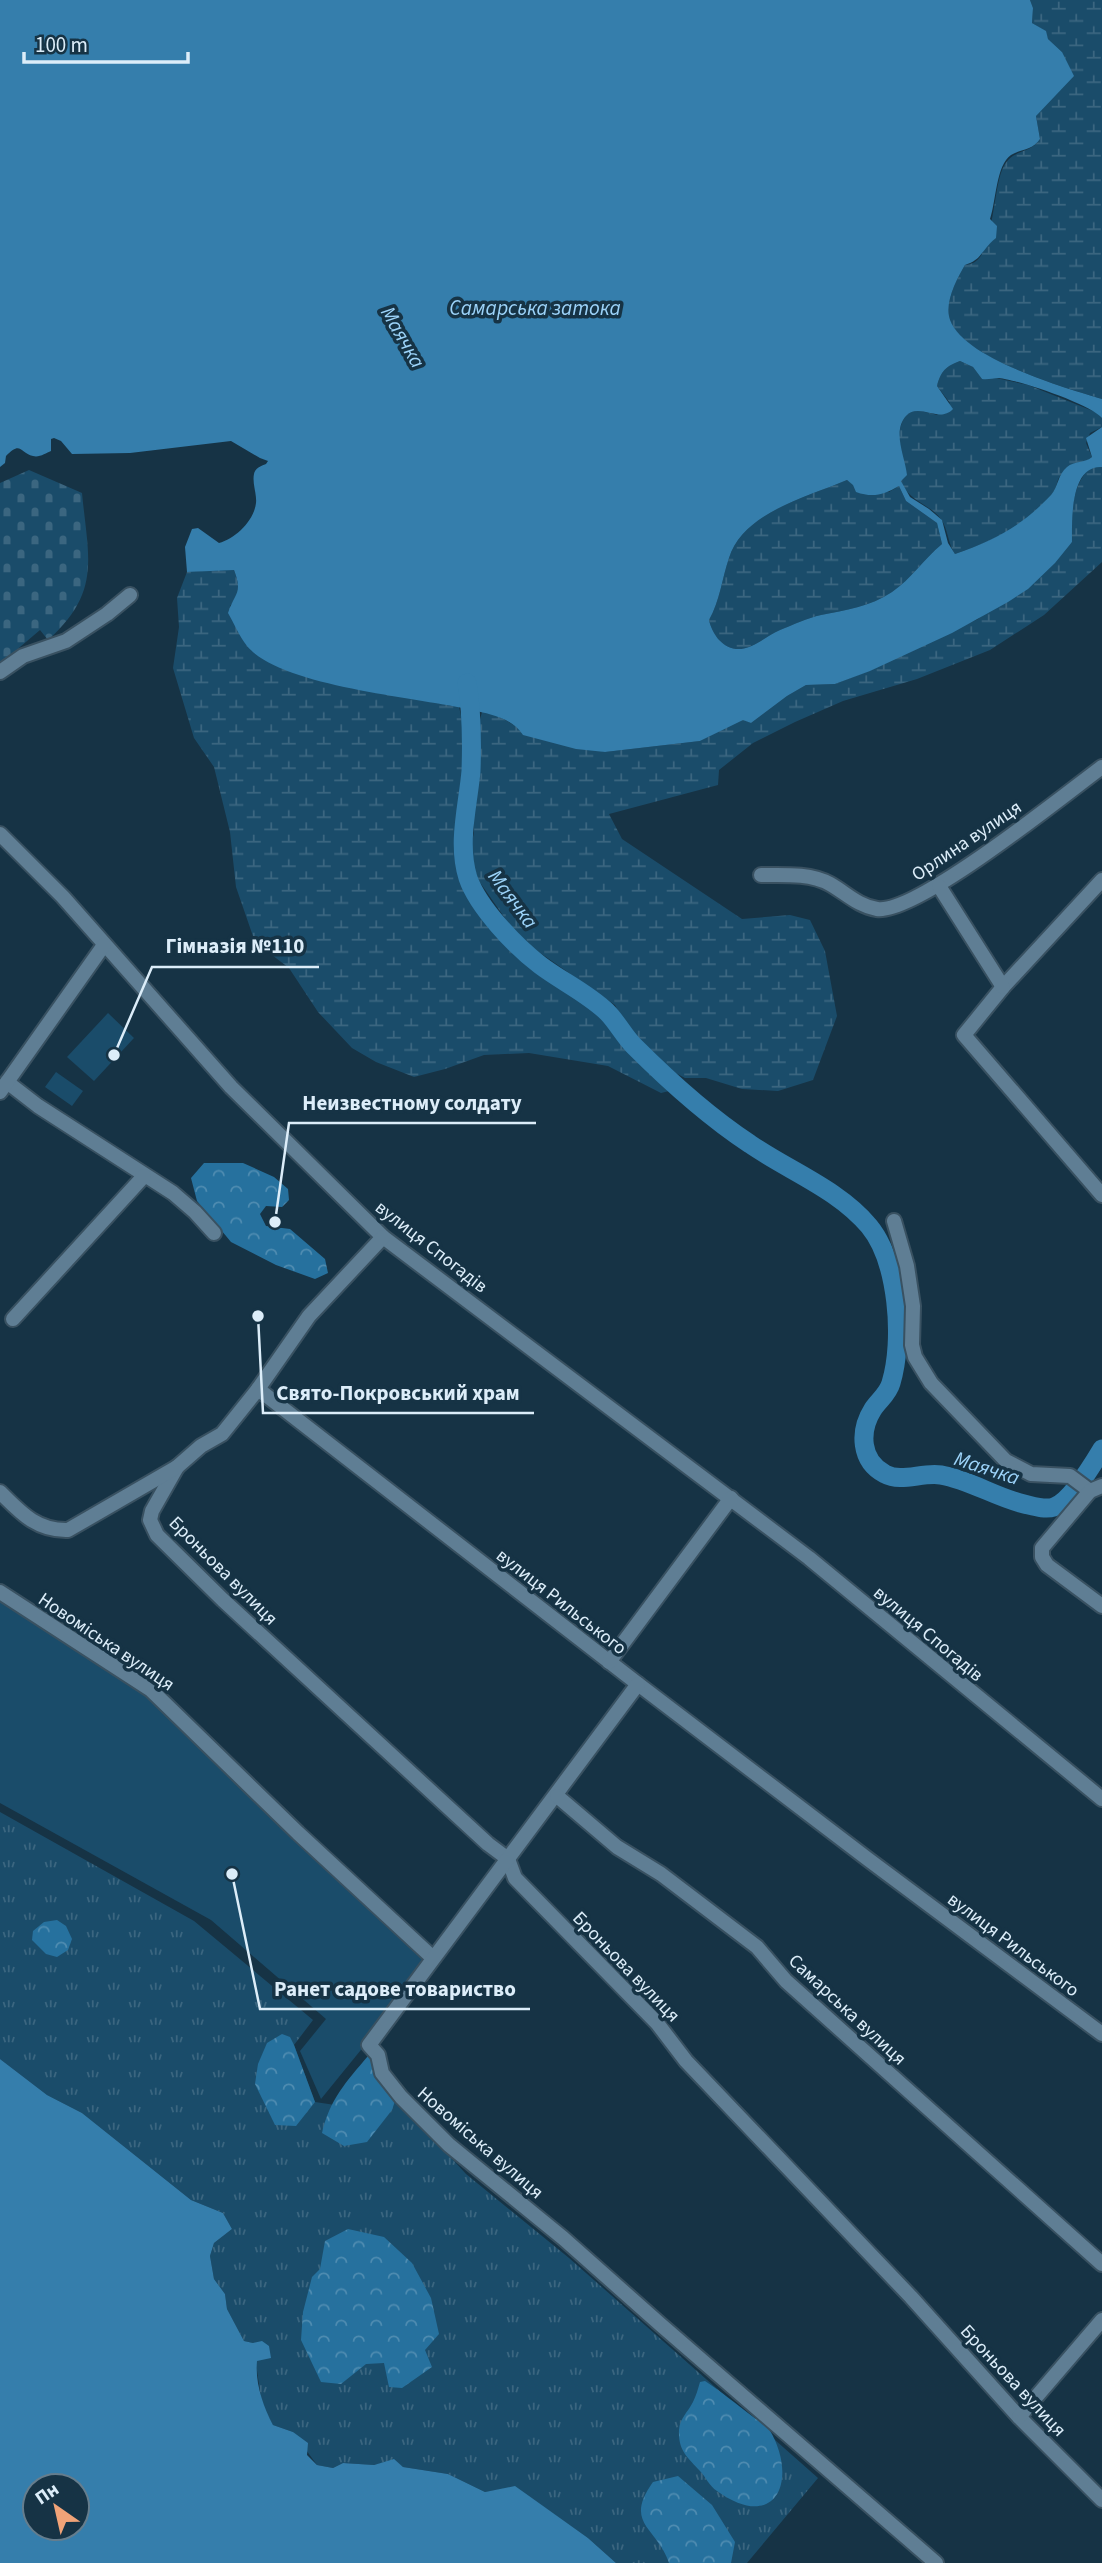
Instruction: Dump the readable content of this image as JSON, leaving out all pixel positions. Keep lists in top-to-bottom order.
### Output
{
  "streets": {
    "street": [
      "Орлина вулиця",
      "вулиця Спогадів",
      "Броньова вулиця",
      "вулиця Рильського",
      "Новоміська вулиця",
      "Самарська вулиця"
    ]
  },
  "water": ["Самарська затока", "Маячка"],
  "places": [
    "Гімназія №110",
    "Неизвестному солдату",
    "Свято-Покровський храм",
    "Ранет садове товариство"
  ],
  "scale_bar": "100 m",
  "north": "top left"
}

*Task requirements*:
Output nothing but the records above, word for word, with the pictures removed.

*Answer for the task*:
Instruction: Dump the readable content of this image as JSON, leaving out all pixel positions. Keep lists in top-to-bottom order.
### Output
{
  "streets": {
    "street": [
      "Орлина вулиця",
      "вулиця Спогадів",
      "Броньова вулиця",
      "вулиця Рильського",
      "Новоміська вулиця",
      "Самарська вулиця"
    ]
  },
  "water": ["Самарська затока", "Маячка"],
  "places": [
    "Гімназія №110",
    "Неизвестному солдату",
    "Свято-Покровський храм",
    "Ранет садове товариство"
  ],
  "scale_bar": "100 m",
  "north": "top left"
}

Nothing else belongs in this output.